[[ DATA LISTING open ]]

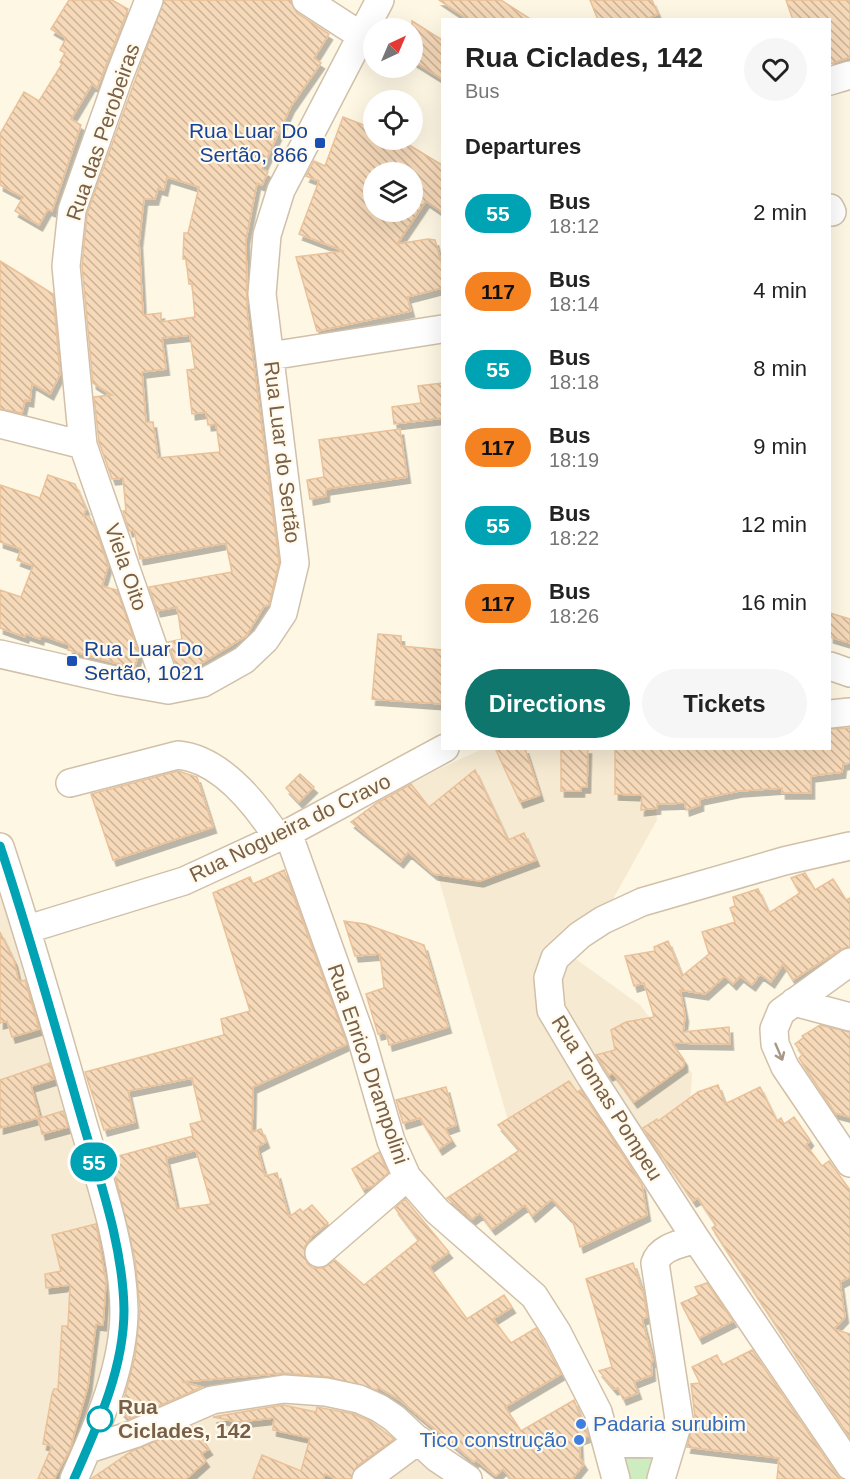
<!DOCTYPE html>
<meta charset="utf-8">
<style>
:root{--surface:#fff;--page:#f6f6f6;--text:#222;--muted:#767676;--accent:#0f766e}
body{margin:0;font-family:Helvetica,sans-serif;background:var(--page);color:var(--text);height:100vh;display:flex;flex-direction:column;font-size:22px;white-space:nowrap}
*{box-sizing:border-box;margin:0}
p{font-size:20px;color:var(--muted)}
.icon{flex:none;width:33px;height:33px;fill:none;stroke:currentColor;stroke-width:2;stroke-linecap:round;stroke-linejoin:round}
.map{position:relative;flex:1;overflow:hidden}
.details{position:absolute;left:441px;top:18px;width:390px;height:732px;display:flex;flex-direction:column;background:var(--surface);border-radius:0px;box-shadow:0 6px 24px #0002}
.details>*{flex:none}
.badge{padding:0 12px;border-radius:20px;font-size:21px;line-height:39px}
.needle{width:39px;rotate:44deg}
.buttons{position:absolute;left:363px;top:18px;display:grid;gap:12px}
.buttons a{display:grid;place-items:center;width:60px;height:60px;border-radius:50%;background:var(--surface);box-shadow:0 6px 24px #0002;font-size:30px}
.map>.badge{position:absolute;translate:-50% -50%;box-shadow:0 0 0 3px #fff}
h2{padding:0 24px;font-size:22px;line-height:54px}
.round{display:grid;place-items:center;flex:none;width:63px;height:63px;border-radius:32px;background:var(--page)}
.overview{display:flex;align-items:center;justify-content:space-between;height:102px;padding:0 24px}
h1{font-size:28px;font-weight:600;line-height:45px}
.action{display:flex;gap:12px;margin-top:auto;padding:12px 24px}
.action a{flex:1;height:69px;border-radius:36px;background:var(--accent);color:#fff;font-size:24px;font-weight:600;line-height:69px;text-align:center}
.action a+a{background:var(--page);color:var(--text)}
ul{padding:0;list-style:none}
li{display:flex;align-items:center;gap:18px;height:78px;padding:0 24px}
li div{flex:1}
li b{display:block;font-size:22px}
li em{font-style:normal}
li .badge{min-width:66px;font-weight:700;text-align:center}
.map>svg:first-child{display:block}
</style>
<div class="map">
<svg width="850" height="1479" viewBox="0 0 850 1479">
<defs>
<pattern id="building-back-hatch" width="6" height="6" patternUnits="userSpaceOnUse" patternTransform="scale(1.5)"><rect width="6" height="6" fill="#f6d9b9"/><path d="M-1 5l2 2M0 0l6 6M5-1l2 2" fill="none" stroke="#ccb398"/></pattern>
<filter id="shadow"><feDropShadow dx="3.5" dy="6" stdDeviation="0" flood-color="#0004"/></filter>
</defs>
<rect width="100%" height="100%" fill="#fef7e4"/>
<path fill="#f6ead2" d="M 482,749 L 649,749 L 657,820 L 607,910 L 552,942 L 640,1005 L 692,1073 L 690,1106 L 657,1167 L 591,1221 L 513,1138 L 411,782 Z
M 0,843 L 127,1244 L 101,1454 L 263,1395 L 395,1414 L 484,1479 L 0,1479 Z"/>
<path fill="#cdedc1" d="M 657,1446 L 656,1479 L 627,1479 L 624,1455 Z"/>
<path fill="url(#building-back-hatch)" stroke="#eac198" stroke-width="1.5" fill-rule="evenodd" filter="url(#shadow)" d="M 69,0 L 112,0 L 128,9 L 97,88 L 92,84 L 71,119 L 81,125 L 52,211 L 48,209 L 39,225 L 15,211 L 23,197 L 0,185 L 0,134 L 24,92 L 39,101 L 62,64 L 60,62 L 65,53 L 60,50 L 66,38 L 51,29 Z
M 164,0 L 290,0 L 297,13 L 329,34 L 314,58 L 321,63 L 291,106 L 262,169 L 268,172 L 262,185 L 257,183 L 246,239 L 247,311 L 279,562 L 269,605 L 264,606 L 246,636 L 195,667 L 177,668 L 168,642 L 182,639 L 177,607 L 157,611 L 149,587 L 232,572 L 226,543 L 140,559 L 134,530 L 129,531 L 123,511 L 126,511 L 123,478 L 112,479 L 99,442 L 94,397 L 112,395 L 93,383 L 82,266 L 87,214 ZM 167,177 L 199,187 L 188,233 L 184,233 L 183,259 L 186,259 L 189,284 L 192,284 L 195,317 L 161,322 L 161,313 L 143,315 L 139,242 L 144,199 L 155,199 L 158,188 L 164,190 ZM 190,335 L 195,369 L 187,370 L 192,414 L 206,412 L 208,425 L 216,424 L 220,452 L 158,458 L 153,422 L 146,422 L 142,372 L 166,369 L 162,338 Z
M 439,0 L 501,0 L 532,20 L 469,20 Z
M 590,0 L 652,0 L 658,14 L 644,20 L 598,20 Z
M 786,0 L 850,0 L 850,57 L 830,64 L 830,20 L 793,20 Z
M 412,21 L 442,40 L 442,79 L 412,60 Z
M 343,117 L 374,129 L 374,140 L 401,140 L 442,165 L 442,212 L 426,201 L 397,244 L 428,239 L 435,240 L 442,265 L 442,288 L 407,297 L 411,311 L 317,331 L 296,257 L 344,251 L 299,234 L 319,181 L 306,176 L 314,161 L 325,166 ZM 374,172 L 412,172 L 412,212 L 374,212 Z
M 0,261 L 53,294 L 60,374 L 50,394 L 32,383 L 30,401 L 25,400 L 22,413 L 0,409 Z
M 442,383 L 442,418 L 394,424 L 392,407 L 421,403 L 418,386 Z
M 400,429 L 407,477 L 326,489 L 326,496 L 310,499 L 307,480 L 324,477 L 319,440 Z
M 48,475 L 75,484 L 86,509 L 83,516 L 89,516 L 97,533 L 108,566 L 102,586 L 117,590 L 139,654 L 134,668 L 68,650 L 70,645 L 41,635 L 40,639 L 26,634 L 25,637 L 0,628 L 0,590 L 21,597 L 33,566 L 17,560 L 21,549 L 0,542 L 0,485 L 40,498 Z
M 830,613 L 850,619 L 850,643 L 830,637 Z
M 378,634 L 401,636 L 401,646 L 442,650 L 442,704 L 372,699 Z
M 850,728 L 850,763 L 843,764 L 842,772 L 811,776 L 811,793 L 782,793 L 782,788 L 739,791 L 700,799 L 700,805 L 686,810 L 685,803 L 657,804 L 657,808 L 641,810 L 642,795 L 615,794 L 615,748 L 830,748 L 830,729 Z
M 495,748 L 525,748 L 540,795 L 520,802 Z
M 561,748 L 588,748 L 587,787 L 581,787 L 581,791 L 561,791 Z
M 475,770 L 508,840 L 524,833 L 536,860 L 480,881 L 434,874 L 408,852 L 400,862 L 351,822 L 377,803 L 411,784 L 429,807 Z
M 178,771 L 197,777 L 213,827 L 113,860 L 91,794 Z
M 300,774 L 314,787 L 299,802 L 286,788 Z
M 284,870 L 347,1044 L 253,1087 L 252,1132 L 261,1129 L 266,1142 L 257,1147 L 265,1176 L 277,1173 L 289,1217 L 300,1209 L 303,1212 L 312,1205 L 328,1223 L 311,1237 L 304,1248 L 307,1263 L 313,1268 L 323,1268 L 335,1260 L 364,1285 L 419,1240 L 395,1208 L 405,1199 L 449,1252 L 429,1267 L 467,1319 L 504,1295 L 512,1307 L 493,1319 L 511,1343 L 536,1328 L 561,1374 L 505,1407 L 521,1431 L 574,1400 L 588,1436 L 579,1439 L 580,1458 L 584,1464 L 572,1479 L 511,1479 L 503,1469 L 496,1476 L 476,1460 L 474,1462 L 400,1400 L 378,1387 L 377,1390 L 329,1377 L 285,1373 L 182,1382 L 202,1387 L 129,1419 L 121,1411 L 135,1356 L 140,1309 L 135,1259 L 111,1158 L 193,1136 L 190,1124 L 202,1121 L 192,1078 L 128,1091 L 135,1122 L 104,1130 L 85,1072 L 224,1035 L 221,1019 L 250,1011 L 213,893 L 250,877 L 253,884 ZM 196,1150 L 211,1204 L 177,1209 L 166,1158 Z
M 805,873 L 815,890 L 833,879 L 846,900 L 850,898 L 850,947 L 841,949 L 793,980 L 783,964 L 771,982 L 760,974 L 752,985 L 740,976 L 733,984 L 725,976 L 705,994 L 680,990 L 685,1016 L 683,1032 L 729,1027 L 730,1044 L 672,1043 L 684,1060 L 684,1066 L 634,1102 L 613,1073 L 609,1075 L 596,1055 L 615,1050 L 611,1030 L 626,1022 L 654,1017 L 644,983 L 634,986 L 625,956 L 655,951 L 654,947 L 668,941 L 682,976 L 709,954 L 702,932 L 735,922 L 730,908 L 735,906 L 733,897 L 758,889 L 769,913 L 800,893 L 791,878 Z
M 344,921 L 365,924 L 424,945 L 448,1027 L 389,1045 L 386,1032 L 378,1034 L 366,994 L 384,988 L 380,954 L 355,956 Z
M 0,932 L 14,961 L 19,982 L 25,980 L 39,1029 L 12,1037 L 7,1021 L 0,1023 Z
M 820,1025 L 850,1032 L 850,1117 L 835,1113 L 799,1058 L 803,1054 L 795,1044 L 803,1038 L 802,1036 Z
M 50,1063 L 54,1079 L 31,1086 L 40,1118 L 63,1111 L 68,1127 L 42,1134 L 38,1118 L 0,1128 L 0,1080 Z
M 569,1081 L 577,1092 L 581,1090 L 642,1185 L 647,1215 L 580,1247 L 573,1221 L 552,1199 L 532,1216 L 525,1205 L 492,1229 L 480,1213 L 472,1219 L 447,1198 L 520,1150 L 498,1125 Z
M 718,1085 L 725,1104 L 760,1087 L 777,1121 L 781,1118 L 784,1124 L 794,1117 L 810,1140 L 806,1145 L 822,1166 L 829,1161 L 850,1190 L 850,1277 L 840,1282 L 845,1317 L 834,1329 L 850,1334 L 850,1438 L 712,1228 L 716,1225 L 698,1198 L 693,1201 L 643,1128 L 657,1119 L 658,1121 L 698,1092 Z
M 446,1087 L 456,1125 L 445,1129 L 452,1140 L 439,1149 L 420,1118 L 403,1123 L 396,1100 Z
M 379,1152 L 388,1173 L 373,1186 L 363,1189 L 352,1169 Z
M 96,1224 L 106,1282 L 103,1325 L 96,1324 L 88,1386 L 70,1449 L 54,1479 L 38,1479 L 52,1446 L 43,1444 L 52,1394 L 54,1389 L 58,1389 L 62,1326 L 68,1326 L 70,1285 L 46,1288 L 45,1274 L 61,1271 L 52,1235 Z
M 633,1263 L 644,1296 L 647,1317 L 642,1319 L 653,1361 L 651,1362 L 652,1375 L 634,1382 L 638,1393 L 623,1399 L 618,1388 L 614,1389 L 599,1371 L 612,1367 L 586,1279 Z
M 707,1283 L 733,1321 L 699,1338 L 681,1303 L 699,1295 L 695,1287 Z
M 752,1350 L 837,1475 L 841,1479 L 777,1479 L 779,1458 L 687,1447 L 695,1417 L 691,1384 L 700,1383 L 692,1367 L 717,1355 L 722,1365 Z
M 283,1405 L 316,1412 L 317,1407 L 354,1414 L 371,1422 L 394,1439 L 357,1466 L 351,1479 L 336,1479 L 325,1474 L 323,1479 L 253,1479 L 262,1455 L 301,1471 L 310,1438 L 273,1430 L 274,1418 L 238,1422 L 213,1417 Z
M 191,1426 L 196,1429 L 209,1449 L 201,1454 L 206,1461 L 186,1479 L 91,1479 L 132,1451 Z"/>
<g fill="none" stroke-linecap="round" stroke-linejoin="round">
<g stroke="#d1c0a9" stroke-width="30">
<path id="minor" d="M 149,0 L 120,74 L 72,210 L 66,266 L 83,445 L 168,690
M 306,0 L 360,35
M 830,81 L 850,75
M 830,208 L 832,212
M 270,356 L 442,329
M 0,424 L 83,445
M 0,654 L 118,681 L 168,690 L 203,683 L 244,660 L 265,640 L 283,613 L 295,563 L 262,294 L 267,235 L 281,190 L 380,0
M 830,666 L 850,673
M 830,714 L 850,712
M 70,783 L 178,755 C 221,759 256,804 278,838
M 288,833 L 361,1037 L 391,1141 L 407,1177 L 437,1211 L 534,1296 L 557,1332 L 598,1412 L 616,1479
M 850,846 L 784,861 L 642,902 L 603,920 L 580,935 L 555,958 L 548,978 L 551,1010 L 591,1077 L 696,1239 L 850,1466
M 0,847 C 30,937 56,1028 82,1120 C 100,1182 123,1246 124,1310 C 124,1369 97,1427 74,1479
M 28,929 L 184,881 L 288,833 L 445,748
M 850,962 L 781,1012 L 774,1029 L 775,1044 L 785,1067 L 850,1163
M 794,1002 L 850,1017
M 319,1253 L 407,1177
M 607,1443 L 671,1444
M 89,1449 L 134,1434 L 212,1400 L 284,1389 L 326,1392 L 359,1399 L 379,1408 L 394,1418 L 437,1458 L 468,1479
M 366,1479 L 419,1440
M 661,1479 L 679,1419 L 655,1263 C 660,1247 681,1244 696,1239"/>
</g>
<use href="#minor" stroke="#fff" stroke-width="27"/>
</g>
<defs><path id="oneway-shaft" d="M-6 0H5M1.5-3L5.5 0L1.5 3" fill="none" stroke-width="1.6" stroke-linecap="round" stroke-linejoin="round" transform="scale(1.5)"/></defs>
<use stroke="#a89787" href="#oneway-shaft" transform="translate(779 1052) rotate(67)"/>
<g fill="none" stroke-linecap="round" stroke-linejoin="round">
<g stroke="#fff" stroke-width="14">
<path id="line" d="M 0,846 C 30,936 55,1026 81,1116 C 99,1179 123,1244 124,1310 C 124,1369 97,1427 74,1479"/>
</g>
<use href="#line" stroke="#00a3b4" stroke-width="9"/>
</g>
<g fill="#1a4fb4" stroke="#fffaec" stroke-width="2">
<rect x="314" y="137" width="12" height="12" rx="3"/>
<rect x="66" y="655" width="12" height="12" rx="3"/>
</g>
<circle fill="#fff" stroke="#00a3b4" stroke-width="3" cx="100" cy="1419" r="12"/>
<g fill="#3f7fe0" stroke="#fffaec" stroke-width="2">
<circle cx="581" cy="1424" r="6"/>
<circle cx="579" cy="1440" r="6"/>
</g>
<g text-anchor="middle" stroke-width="4.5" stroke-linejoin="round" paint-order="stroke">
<g font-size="21" fill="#164399" stroke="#fffaec" text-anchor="end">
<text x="308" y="138">Rua Luar Do<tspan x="308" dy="24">Sertão, 866</tspan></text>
<text x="84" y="656" text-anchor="start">Rua Luar Do<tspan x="84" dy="24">Sertão, 1021</tspan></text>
</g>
<g font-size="21" fill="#795f47" stroke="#fffaec">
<text transform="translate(103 132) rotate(-71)" y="7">Rua das Perobeiras</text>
<text transform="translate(282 452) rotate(83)" y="7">Rua Luar do Sertão</text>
<text transform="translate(126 567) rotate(71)" y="7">Viela Oito</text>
<text transform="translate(290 828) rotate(-26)" y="7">Rua Nogueira do Cravo</text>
<text transform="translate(368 1064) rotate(71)" y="7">Rua Enrico Drampolini</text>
<text transform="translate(607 1098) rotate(58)" y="7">Rua Tomas Pompeu</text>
</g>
<g font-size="21" font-weight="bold" fill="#795f47" stroke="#fffaec" text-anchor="start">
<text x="118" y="1414">Rua<tspan x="118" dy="24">Ciclades, 142</tspan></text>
</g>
<g font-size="21" fill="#366cbe" stroke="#fffaec" text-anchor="start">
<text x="593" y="1431">Padaria surubim</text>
<text x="567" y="1447" text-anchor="end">Tico construção</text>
</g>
</g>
</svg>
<div class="buttons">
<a><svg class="needle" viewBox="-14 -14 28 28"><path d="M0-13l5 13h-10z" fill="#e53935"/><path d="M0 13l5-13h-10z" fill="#767676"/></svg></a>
<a><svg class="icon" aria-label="locate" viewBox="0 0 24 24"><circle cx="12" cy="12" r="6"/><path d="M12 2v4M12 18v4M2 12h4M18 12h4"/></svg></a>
<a><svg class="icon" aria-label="layers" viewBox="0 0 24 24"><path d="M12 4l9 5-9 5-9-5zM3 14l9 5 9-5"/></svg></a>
</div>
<b class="badge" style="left:94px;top:1162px;background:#00a3b4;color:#fff">55</b>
<section class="details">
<div class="overview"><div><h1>Rua Ciclades, 142</h1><p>Bus</p></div><a class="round"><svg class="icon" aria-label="heart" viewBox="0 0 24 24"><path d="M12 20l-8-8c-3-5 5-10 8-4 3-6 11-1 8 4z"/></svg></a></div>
<h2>Departures</h2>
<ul>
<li><span class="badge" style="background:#00a3b4;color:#fff">55</span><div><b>Bus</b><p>18:12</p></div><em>2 min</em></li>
<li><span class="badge" style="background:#f58220;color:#111">117</span><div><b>Bus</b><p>18:14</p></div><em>4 min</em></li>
<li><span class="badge" style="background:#00a3b4;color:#fff">55</span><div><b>Bus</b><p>18:18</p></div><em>8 min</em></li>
<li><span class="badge" style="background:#f58220;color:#111">117</span><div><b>Bus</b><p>18:19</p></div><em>9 min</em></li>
<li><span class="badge" style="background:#00a3b4;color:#fff">55</span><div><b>Bus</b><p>18:22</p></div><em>12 min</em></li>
<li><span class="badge" style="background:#f58220;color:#111">117</span><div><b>Bus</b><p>18:26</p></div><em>16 min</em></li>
</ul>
<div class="action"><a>Directions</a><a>Tickets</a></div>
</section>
</div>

[[ DATA LISTING closed ]]

WHAT YOU ARE ASKED TO DO: Every line above that holds the word "buttons" should be copied out.

REPLY TO THE TASK:
.buttons{position:absolute;left:363px;top:18px;display:grid;gap:12px}
.buttons a{display:grid;place-items:center;width:60px;height:60px;border-radius:50%;background:var(--surface);box-shadow:0 6px 24px #0002;font-size:30px}
<div class="buttons">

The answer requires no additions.